+++ The records +++
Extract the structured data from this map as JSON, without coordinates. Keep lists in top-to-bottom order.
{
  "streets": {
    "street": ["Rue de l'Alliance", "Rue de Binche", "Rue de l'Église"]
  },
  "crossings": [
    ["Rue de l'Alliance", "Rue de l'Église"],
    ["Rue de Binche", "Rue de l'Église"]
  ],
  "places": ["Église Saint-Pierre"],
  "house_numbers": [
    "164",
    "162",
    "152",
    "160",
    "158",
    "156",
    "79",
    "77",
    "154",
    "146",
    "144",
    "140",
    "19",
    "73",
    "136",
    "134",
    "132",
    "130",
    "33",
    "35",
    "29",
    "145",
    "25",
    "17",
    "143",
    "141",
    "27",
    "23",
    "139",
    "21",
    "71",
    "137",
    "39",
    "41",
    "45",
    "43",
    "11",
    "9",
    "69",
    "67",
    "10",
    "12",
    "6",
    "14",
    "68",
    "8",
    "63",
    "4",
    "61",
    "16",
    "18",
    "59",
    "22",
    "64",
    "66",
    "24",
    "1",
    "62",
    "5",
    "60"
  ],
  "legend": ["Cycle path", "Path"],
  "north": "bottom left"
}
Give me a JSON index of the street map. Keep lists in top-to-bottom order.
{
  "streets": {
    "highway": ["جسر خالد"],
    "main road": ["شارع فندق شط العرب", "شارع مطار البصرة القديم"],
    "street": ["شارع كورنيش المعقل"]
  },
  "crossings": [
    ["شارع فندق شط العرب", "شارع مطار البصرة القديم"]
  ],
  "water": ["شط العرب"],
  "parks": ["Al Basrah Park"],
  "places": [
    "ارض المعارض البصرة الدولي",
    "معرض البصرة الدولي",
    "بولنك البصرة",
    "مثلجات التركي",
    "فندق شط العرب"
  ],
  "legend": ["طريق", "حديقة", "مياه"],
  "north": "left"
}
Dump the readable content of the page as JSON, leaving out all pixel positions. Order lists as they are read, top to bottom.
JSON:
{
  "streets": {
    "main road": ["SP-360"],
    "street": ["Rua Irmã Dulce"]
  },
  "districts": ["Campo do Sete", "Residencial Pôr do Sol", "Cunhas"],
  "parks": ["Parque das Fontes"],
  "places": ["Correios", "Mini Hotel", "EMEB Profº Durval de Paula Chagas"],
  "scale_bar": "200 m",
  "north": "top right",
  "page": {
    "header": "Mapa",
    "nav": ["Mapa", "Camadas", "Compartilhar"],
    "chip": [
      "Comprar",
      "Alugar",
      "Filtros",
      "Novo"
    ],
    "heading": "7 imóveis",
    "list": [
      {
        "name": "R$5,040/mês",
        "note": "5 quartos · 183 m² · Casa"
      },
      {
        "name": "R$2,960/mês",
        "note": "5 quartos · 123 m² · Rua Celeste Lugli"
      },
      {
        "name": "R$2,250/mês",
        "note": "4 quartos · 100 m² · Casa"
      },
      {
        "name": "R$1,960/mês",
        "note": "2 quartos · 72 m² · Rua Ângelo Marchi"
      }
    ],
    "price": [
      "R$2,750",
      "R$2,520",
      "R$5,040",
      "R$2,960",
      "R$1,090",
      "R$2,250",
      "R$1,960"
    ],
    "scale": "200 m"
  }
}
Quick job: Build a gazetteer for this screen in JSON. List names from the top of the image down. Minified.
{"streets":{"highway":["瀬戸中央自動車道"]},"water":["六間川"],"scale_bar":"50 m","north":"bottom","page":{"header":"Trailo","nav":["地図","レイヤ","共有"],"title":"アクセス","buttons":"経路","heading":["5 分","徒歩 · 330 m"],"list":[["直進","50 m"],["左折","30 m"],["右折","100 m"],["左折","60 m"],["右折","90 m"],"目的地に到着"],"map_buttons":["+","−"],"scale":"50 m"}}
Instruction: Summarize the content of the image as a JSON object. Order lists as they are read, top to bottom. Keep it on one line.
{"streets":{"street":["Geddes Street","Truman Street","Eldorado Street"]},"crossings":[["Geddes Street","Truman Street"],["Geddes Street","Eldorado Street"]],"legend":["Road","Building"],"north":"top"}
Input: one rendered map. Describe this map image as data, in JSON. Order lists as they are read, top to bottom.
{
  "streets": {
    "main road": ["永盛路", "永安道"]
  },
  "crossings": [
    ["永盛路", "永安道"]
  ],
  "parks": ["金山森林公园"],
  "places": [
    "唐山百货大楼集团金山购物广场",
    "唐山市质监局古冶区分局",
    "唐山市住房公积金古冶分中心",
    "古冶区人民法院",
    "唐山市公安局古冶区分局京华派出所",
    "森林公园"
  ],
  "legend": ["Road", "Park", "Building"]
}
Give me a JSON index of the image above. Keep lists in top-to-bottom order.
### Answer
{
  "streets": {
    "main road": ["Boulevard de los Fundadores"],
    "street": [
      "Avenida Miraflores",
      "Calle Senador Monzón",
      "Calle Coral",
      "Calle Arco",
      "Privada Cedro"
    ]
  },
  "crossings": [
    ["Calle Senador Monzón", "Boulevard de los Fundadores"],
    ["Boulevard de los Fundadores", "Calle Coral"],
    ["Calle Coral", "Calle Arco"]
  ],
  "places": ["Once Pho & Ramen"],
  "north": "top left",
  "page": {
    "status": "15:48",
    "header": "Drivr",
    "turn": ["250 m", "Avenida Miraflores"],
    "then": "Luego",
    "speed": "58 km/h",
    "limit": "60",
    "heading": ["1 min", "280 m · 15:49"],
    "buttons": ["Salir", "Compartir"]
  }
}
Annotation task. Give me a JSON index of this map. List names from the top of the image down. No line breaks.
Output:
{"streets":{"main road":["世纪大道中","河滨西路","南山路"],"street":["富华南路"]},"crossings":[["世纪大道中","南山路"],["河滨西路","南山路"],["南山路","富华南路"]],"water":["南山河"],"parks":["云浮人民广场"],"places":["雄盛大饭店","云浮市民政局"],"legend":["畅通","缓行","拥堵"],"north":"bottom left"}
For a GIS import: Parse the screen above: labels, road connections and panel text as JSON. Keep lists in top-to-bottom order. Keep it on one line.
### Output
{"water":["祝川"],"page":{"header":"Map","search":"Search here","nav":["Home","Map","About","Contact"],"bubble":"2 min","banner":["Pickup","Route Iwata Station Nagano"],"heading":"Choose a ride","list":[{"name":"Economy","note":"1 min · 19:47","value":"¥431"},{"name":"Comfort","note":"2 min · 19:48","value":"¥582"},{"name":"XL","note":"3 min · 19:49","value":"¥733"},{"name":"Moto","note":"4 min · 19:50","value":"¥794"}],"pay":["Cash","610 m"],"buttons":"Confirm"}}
+++
*Task requirements*:
Output the records once more, exactly as they stand.

*Result for this task*:
Extract the structured data from this map as JSON, without coordinates. Keep lists in top-to-bottom order.
{
  "streets": {
    "street": ["Rue de l'Alliance", "Rue de Binche", "Rue de l'Église"]
  },
  "crossings": [
    ["Rue de l'Alliance", "Rue de l'Église"],
    ["Rue de Binche", "Rue de l'Église"]
  ],
  "places": ["Église Saint-Pierre"],
  "house_numbers": [
    "164",
    "162",
    "152",
    "160",
    "158",
    "156",
    "79",
    "77",
    "154",
    "146",
    "144",
    "140",
    "19",
    "73",
    "136",
    "134",
    "132",
    "130",
    "33",
    "35",
    "29",
    "145",
    "25",
    "17",
    "143",
    "141",
    "27",
    "23",
    "139",
    "21",
    "71",
    "137",
    "39",
    "41",
    "45",
    "43",
    "11",
    "9",
    "69",
    "67",
    "10",
    "12",
    "6",
    "14",
    "68",
    "8",
    "63",
    "4",
    "61",
    "16",
    "18",
    "59",
    "22",
    "64",
    "66",
    "24",
    "1",
    "62",
    "5",
    "60"
  ],
  "legend": ["Cycle path", "Path"],
  "north": "bottom left"
}
Give me a JSON index of the street map. Keep lists in top-to-bottom order.
{
  "streets": {
    "highway": ["جسر خالد"],
    "main road": ["شارع فندق شط العرب", "شارع مطار البصرة القديم"],
    "street": ["شارع كورنيش المعقل"]
  },
  "crossings": [
    ["شارع فندق شط العرب", "شارع مطار البصرة القديم"]
  ],
  "water": ["شط العرب"],
  "parks": ["Al Basrah Park"],
  "places": [
    "ارض المعارض البصرة الدولي",
    "معرض البصرة الدولي",
    "بولنك البصرة",
    "مثلجات التركي",
    "فندق شط العرب"
  ],
  "legend": ["طريق", "حديقة", "مياه"],
  "north": "left"
}
Dump the readable content of the page as JSON, leaving out all pixel positions. Order lists as they are read, top to bottom.
JSON:
{
  "streets": {
    "main road": ["SP-360"],
    "street": ["Rua Irmã Dulce"]
  },
  "districts": ["Campo do Sete", "Residencial Pôr do Sol", "Cunhas"],
  "parks": ["Parque das Fontes"],
  "places": ["Correios", "Mini Hotel", "EMEB Profº Durval de Paula Chagas"],
  "scale_bar": "200 m",
  "north": "top right",
  "page": {
    "header": "Mapa",
    "nav": ["Mapa", "Camadas", "Compartilhar"],
    "chip": [
      "Comprar",
      "Alugar",
      "Filtros",
      "Novo"
    ],
    "heading": "7 imóveis",
    "list": [
      {
        "name": "R$5,040/mês",
        "note": "5 quartos · 183 m² · Casa"
      },
      {
        "name": "R$2,960/mês",
        "note": "5 quartos · 123 m² · Rua Celeste Lugli"
      },
      {
        "name": "R$2,250/mês",
        "note": "4 quartos · 100 m² · Casa"
      },
      {
        "name": "R$1,960/mês",
        "note": "2 quartos · 72 m² · Rua Ângelo Marchi"
      }
    ],
    "price": [
      "R$2,750",
      "R$2,520",
      "R$5,040",
      "R$2,960",
      "R$1,090",
      "R$2,250",
      "R$1,960"
    ],
    "scale": "200 m"
  }
}
Quick job: Build a gazetteer for this screen in JSON. List names from the top of the image down. Minified.
{"streets":{"highway":["瀬戸中央自動車道"]},"water":["六間川"],"scale_bar":"50 m","north":"bottom","page":{"header":"Trailo","nav":["地図","レイヤ","共有"],"title":"アクセス","buttons":"経路","heading":["5 分","徒歩 · 330 m"],"list":[["直進","50 m"],["左折","30 m"],["右折","100 m"],["左折","60 m"],["右折","90 m"],"目的地に到着"],"map_buttons":["+","−"],"scale":"50 m"}}
Instruction: Summarize the content of the image as a JSON object. Order lists as they are read, top to bottom. Keep it on one line.
{"streets":{"street":["Geddes Street","Truman Street","Eldorado Street"]},"crossings":[["Geddes Street","Truman Street"],["Geddes Street","Eldorado Street"]],"legend":["Road","Building"],"north":"top"}
Input: one rendered map. Describe this map image as data, in JSON. Order lists as they are read, top to bottom.
{
  "streets": {
    "main road": ["永盛路", "永安道"]
  },
  "crossings": [
    ["永盛路", "永安道"]
  ],
  "parks": ["金山森林公园"],
  "places": [
    "唐山百货大楼集团金山购物广场",
    "唐山市质监局古冶区分局",
    "唐山市住房公积金古冶分中心",
    "古冶区人民法院",
    "唐山市公安局古冶区分局京华派出所",
    "森林公园"
  ],
  "legend": ["Road", "Park", "Building"]
}
Give me a JSON index of the image above. Keep lists in top-to-bottom order.
### Answer
{
  "streets": {
    "main road": ["Boulevard de los Fundadores"],
    "street": [
      "Avenida Miraflores",
      "Calle Senador Monzón",
      "Calle Coral",
      "Calle Arco",
      "Privada Cedro"
    ]
  },
  "crossings": [
    ["Calle Senador Monzón", "Boulevard de los Fundadores"],
    ["Boulevard de los Fundadores", "Calle Coral"],
    ["Calle Coral", "Calle Arco"]
  ],
  "places": ["Once Pho & Ramen"],
  "north": "top left",
  "page": {
    "status": "15:48",
    "header": "Drivr",
    "turn": ["250 m", "Avenida Miraflores"],
    "then": "Luego",
    "speed": "58 km/h",
    "limit": "60",
    "heading": ["1 min", "280 m · 15:49"],
    "buttons": ["Salir", "Compartir"]
  }
}
Annotation task. Give me a JSON index of this map. List names from the top of the image down. No line breaks.
Output:
{"streets":{"main road":["世纪大道中","河滨西路","南山路"],"street":["富华南路"]},"crossings":[["世纪大道中","南山路"],["河滨西路","南山路"],["南山路","富华南路"]],"water":["南山河"],"parks":["云浮人民广场"],"places":["雄盛大饭店","云浮市民政局"],"legend":["畅通","缓行","拥堵"],"north":"bottom left"}
For a GIS import: Parse the screen above: labels, road connections and panel text as JSON. Keep lists in top-to-bottom order. Keep it on one line.
### Output
{"water":["祝川"],"page":{"header":"Map","search":"Search here","nav":["Home","Map","About","Contact"],"bubble":"2 min","banner":["Pickup","Route Iwata Station Nagano"],"heading":"Choose a ride","list":[{"name":"Economy","note":"1 min · 19:47","value":"¥431"},{"name":"Comfort","note":"2 min · 19:48","value":"¥582"},{"name":"XL","note":"3 min · 19:49","value":"¥733"},{"name":"Moto","note":"4 min · 19:50","value":"¥794"}],"pay":["Cash","610 m"],"buttons":"Confirm"}}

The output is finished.